There are, as I understand it, two uses for RAM on a video card. One is the traditional use which is to hold the image sent to the screen. The other is to provide RAM for the GPU to do its calculations. The first takes a surprisingly
small amount of RAM. The original 16 colour VGA resolution needed only 154Kb to hold the image, and even full HD (1920x1080 32bit) only needs 8.1Mb. So if a mere 8.1Mb is enough to display full HD, why have 500Mb or 1Gb cards? The rest is used by the GPU crunching the numbers that create that 8.1Mb image, inclduing 2D and 3D acceleration, rendering and all the other tricks found on current cards. As I understand it the VBox graphics subsystem (at this time) is emulated and cannot make use of the hosts graphics card/GPU. Therefore everything that would normally be run on the GPU using video RAM has to be done by the host processor using system RAM. That is potentially going to take away a lot of processor time from the guest if the demands on the graphics are high and as a result could lead to poor overall performance. I also believe at this stage the emulated graphics subsystem is pretty basic. It can do 2D acceleration, but 3D acceleration (a necessity for most games) is only experimental. 2D acceleration can be accomplised easily in 128MB, and even 3D will work in that if the demands aren't huge, so 128Mb is plenty to make the graphics subsystem work, at least until 3D acceleration moves on from experimental to supported. No doubt the amount of video memory will be expanded in due course and 3D acceleration will become a standard feature, but that may only be possible if the host is 64bit and therefore can have lost of memory (over 4GB) installed. It is possible 32bit hosts simply wouldn't be able to cope with the demands of full on 3D acceleration in an emulated graphics card. And lets not forget, an ever increasing number of graphics cards are powered by highly parallel 128bit monster GPUs (64 or more cores isn't uncommon) that even a top end Corei7 can't match in terms of sheer number cruncing, so the chances of emulating a high end graphcs subsystem are pretty remote. I think it will only be when GPUs get the equivalent of VT-x/AMD-V that VBox can latch into and run video code directly on the GPU that VBox will be able to provide virtual high end graphics to the guest machines.
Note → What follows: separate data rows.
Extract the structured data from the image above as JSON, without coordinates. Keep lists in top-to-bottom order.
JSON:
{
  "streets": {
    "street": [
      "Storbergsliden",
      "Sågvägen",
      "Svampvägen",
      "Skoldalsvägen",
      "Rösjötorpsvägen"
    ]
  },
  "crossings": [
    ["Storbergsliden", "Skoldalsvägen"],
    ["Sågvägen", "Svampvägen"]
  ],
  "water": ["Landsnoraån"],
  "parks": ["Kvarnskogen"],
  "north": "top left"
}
it's supposed to be a top notch virtual machine that runs today's high performance operating systems and their applications. That means games and Video editing and all sorts of things that actually need up to 1 gig or higher of video ram.
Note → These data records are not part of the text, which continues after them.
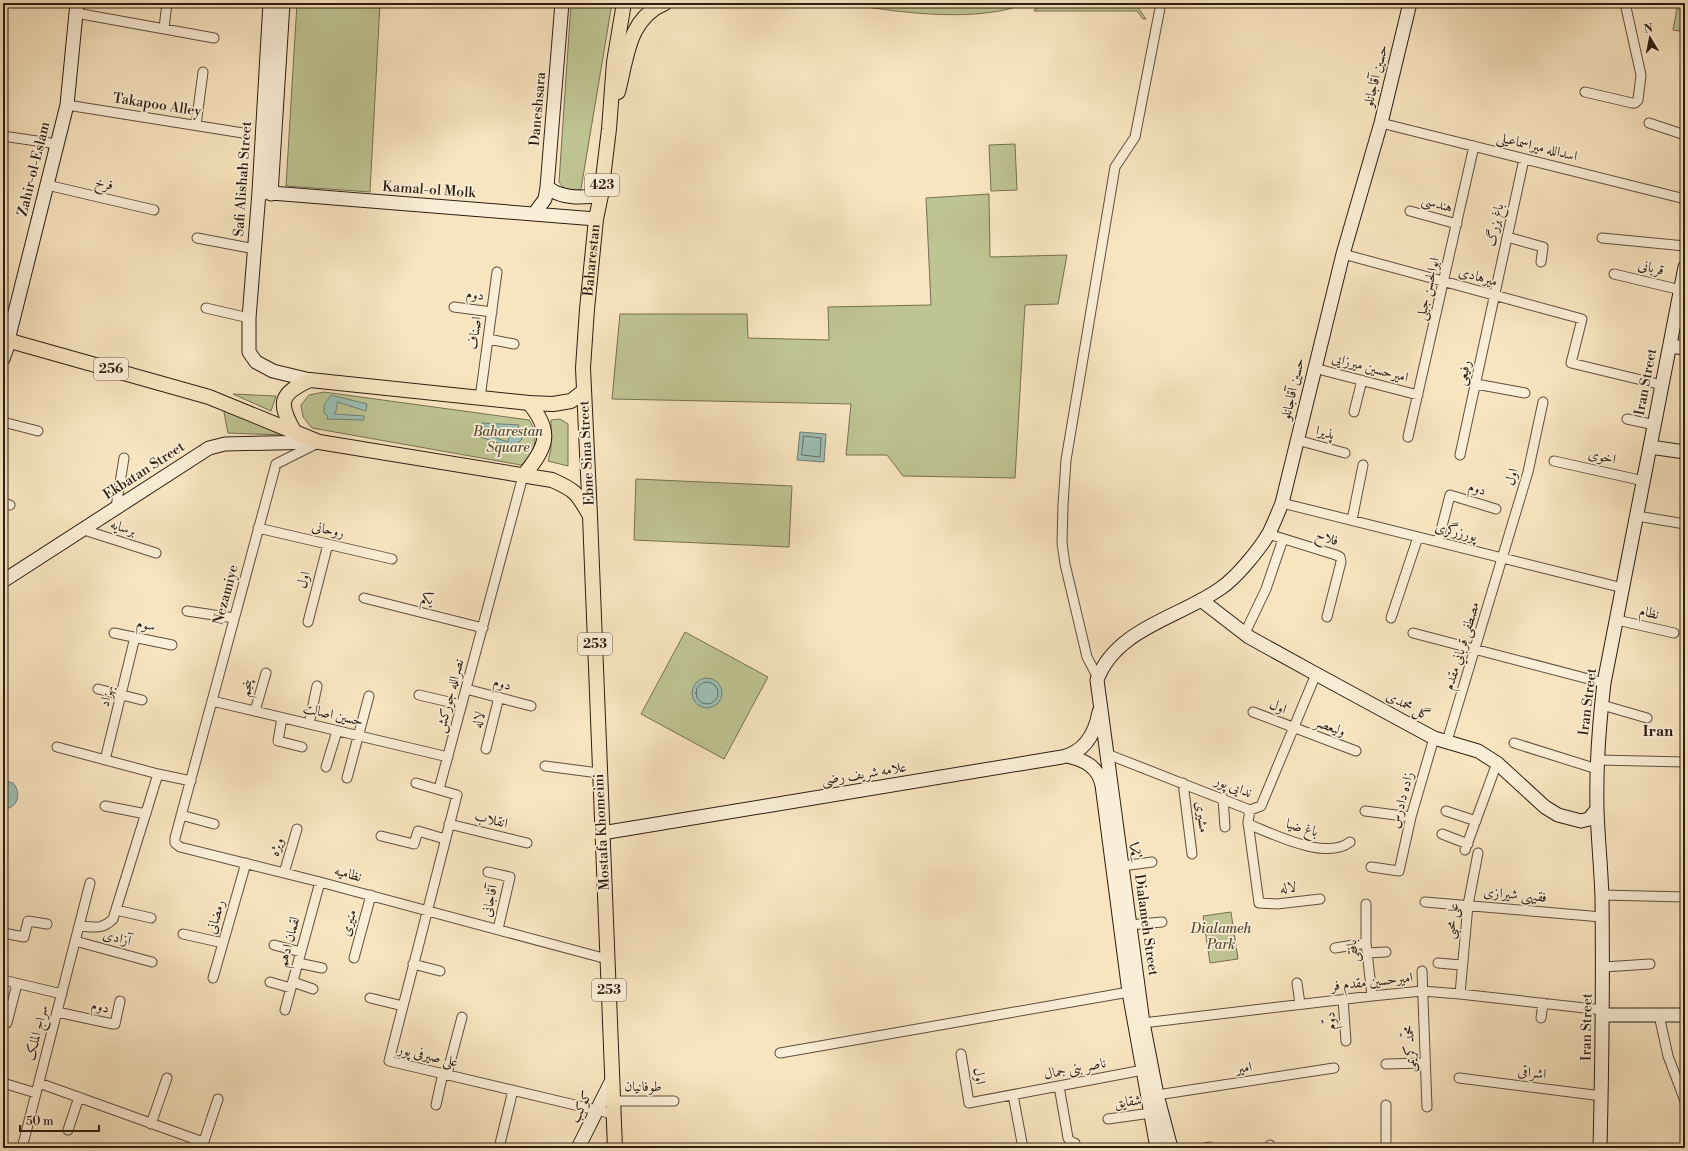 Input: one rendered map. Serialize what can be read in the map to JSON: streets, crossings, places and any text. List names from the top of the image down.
{
  "streets": {
    "main road": [
      "حسین آقاجانلو",
      "Daneshsara",
      "Zahir-ol-Eslam",
      "Safi Alishah Street",
      "423",
      "Kamal-ol Molk",
      "Baharestan",
      "256",
      "Iran Street",
      "Ebne Sina Street",
      "Ekbatan Street",
      "253",
      "گل محمدی",
      "علامه شریف رضی",
      "Mostafa Khomeini",
      "Dialameh Street",
      "کوکب"
    ],
    "street": [
      "Takapoo Alley",
      "اسدالله میراسماعیلی",
      "فرخ",
      "هندسی",
      "باغ بزرگ",
      "قربانی",
      "میرهادی",
      "ابوالحسن جبلی",
      "دوم",
      "اصناف",
      "امیرحسین میرزایی",
      "رفیعی",
      "پذیرا",
      "اخوی",
      "اول",
      "برسایه",
      "روحانی",
      "پورزرگری",
      "فلاح",
      "Nezamiye",
      "یکم",
      "نظام",
      "سوم",
      "مصطفی قرباني مقدم",
      "پنجم",
      "بهزاد",
      "نصرالله جورکش",
      "حسین اصالت",
      "لاله",
      "ولیعصر",
      "ندایی پور",
      "زاده دادرس",
      "مشیری",
      "انقلاب",
      "باغ ضیا",
      "ویژه",
      "نظامیه",
      "فقیهی شیرازی",
      "آقاجانی",
      "رمضانی",
      "علی محبی",
      "منیری",
      "آزادی",
      "لقمان ادهم",
      "بافقی",
      "امیرحسین مقدم فر",
      "دوّم",
      "سراج الملک",
      "محمّد کریمی",
      "علی صیرفی پور",
      "امیر",
      "ناصر بنی جمال",
      "اشراقی",
      "طوفانیان",
      "شقایق"
    ]
  },
  "crossings": [
    ["حسین آقاجانلو", "اسدالله میراسماعیلی"],
    ["حسین آقاجانلو", "میرهادی"],
    ["حسین آقاجانلو", "امیرحسین میرزایی"],
    ["حسین آقاجانلو", "پذیرا"],
    ["حسین آقاجانلو", "پورزرگری"],
    ["حسین آقاجانلو", "فلاح"],
    ["حسین آقاجانلو", "گل محمدی"],
    ["Takapoo Alley", "Zahir-ol-Eslam"],
    ["Daneshsara", "Kamal-ol Molk"],
    ["اسدالله میراسماعیلی", "باغ بزرگ"],
    ["اسدالله میراسماعیلی", "ابوالحسن جبلی"],
    ["Zahir-ol-Eslam", "فرخ"],
    ["Zahir-ol-Eslam", "256"],
    ["Safi Alishah Street", "Kamal-ol Molk"],
    ["Kamal-ol Molk", "Baharestan"],
    ["هندسی", "ابوالحسن جبلی"],
    ["باغ بزرگ", "میرهادی"],
    ["باغ بزرگ", "رفیعی"],
    ["Baharestan", "Ebne Sina Street"],
    ["قربانی", "Iran Street"],
    ["میرهادی", "ابوالحسن جبلی"],
    ["میرهادی", "رفیعی"],
    ["میرهادی", "Iran Street"],
    ["ابوالحسن جبلی", "امیرحسین میرزایی"],
    ["دوم", "اصناف"],
    ["دوم", "پورزرگری"],
    ["دوم", "نصرالله جورکش"],
    ["دوم", "لاله"],
    ["دوم", "سراج الملک"],
    ["Iran Street", "اخوی"],
    ["Iran Street", "پورزرگری"],
    ["Iran Street", "نظام"],
    ["Iran Street", "گل محمدی"],
    ["Iran Street", "فقیهی شیرازی"],
    ["Iran Street", "امیرحسین مقدم فر"],
    ["Iran Street", "اشراقی"],
    ["Ebne Sina Street", "Mostafa Khomeini"],
    ["Ekbatan Street", "برسایه"],
    ["Ekbatan Street", "Nezamiye"],
    ["اول", "روحانی"],
    ["اول", "پورزرگری"],
    ["اول", "مصطفی قرباني مقدم"],
    ["اول", "ولیعصر"],
    ["اول", "ندایی پور"],
    ["اول", "ناصر بنی جمال"],
    ["روحانی", "Nezamiye"],
    ["پورزرگری", "مصطفی قرباني مقدم"],
    ["Nezamiye", "حسین اصالت"],
    ["Nezamiye", "نظامیه"],
    ["یکم", "نصرالله جورکش"],
    ["یکم", "Dialameh Street"],
    ["سوم", "بهزاد"],
    ["مصطفی قرباني مقدم", "گل محمدی"],
    ["پنجم", "حسین اصالت"],
    ["نصرالله جورکش", "حسین اصالت"],
    ["گل محمدی", "ندایی پور"],
    ["گل محمدی", "زاده دادرس"],
    ["لاله", "باغ ضیا"],
    ["ولیعصر", "ندایی پور"],
    ["علامه شریف رضی", "Mostafa Khomeini"],
    ["علامه شریف رضی", "Dialameh Street"],
    ["ندایی پور", "مشیری"],
    ["ندایی پور", "Dialameh Street"],
    ["Mostafa Khomeini", "نظامیه"],
    ["Mostafa Khomeini", "علی صیرفی پور"],
    ["Mostafa Khomeini", "طوفانیان"],
    ["Mostafa Khomeini", "کوکب"],
    ["ویژه", "نظامیه"],
    ["نظامیه", "آقاجانی"],
    ["نظامیه", "رمضانی"],
    ["نظامیه", "منیری"],
    ["نظامیه", "لقمان ادهم"],
    ["نظامیه", "علی صیرفی پور"],
    ["فقیهی شیرازی", "علی محبی"],
    ["علی محبی", "امیرحسین مقدم فر"],
    ["Dialameh Street", "امیرحسین مقدم فر"],
    ["Dialameh Street", "امیر"],
    ["Dialameh Street", "ناصر بنی جمال"],
    ["Dialameh Street", "شقایق"],
    ["آزادی", "سراج الملک"],
    ["بافقی", "امیرحسین مقدم فر"],
    ["امیرحسین مقدم فر", "دوّم"],
    ["امیرحسین مقدم فر", "محمّد کریمی"],
    ["علی صیرفی پور", "طوفانیان"],
    ["علی صیرفی پور", "کوکب"]
  ],
  "districts": ["Iran"],
  "parks": ["Baharestan Square", "Dialameh Park"],
  "scale_bar": "50 m",
  "north": "top"
}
I've never seen that or anything similar written anywhere on the Vitualbox website. VBox was designed for server and workstation use to run server and business applications. All the other uses have sprung up since, but I don't believe it was ever intended that it should be used to run a modern high performance guest OS on top of a host to run very demanding applications, whether they are games, video editing or whatever. It actually makes no sense to run highly demanding applications on a guest under a host anyway. All guest OS's run more slowly inside a VM than they would straight on the host. This is partly because quite a lot of functions involve two layers of code. Hard disk writes for example are executed by the guest to the virtual drive, then again by the host to the physical drive. This all takes processor cycles to complete. Also the bits of the VM that have to be emulated, like the graphics, sound card, network card and so on use a lot of processor power to do the emulation. The nett result is a very noticable performance penalty. On my old PC I was able to run a direct comparison of Windows 98 as a guest under both VBox and MS VPC2007 on a WinXP host against it running 98 on the hardware. Even with all the tweaks enabled (including VT-x/AMD-V) the virtual machines were quite a bit slower, and bearing in mind Win98 flew on that PC to start with the slow down had to be significant to be noticable. I would say the VMs could have been running as slow as half the speed of the native install. What I am trying to say is running a game, video editing or other high end processor and hardware intensive software on a VM is like trying to run it on old harware - probably not a very good idea.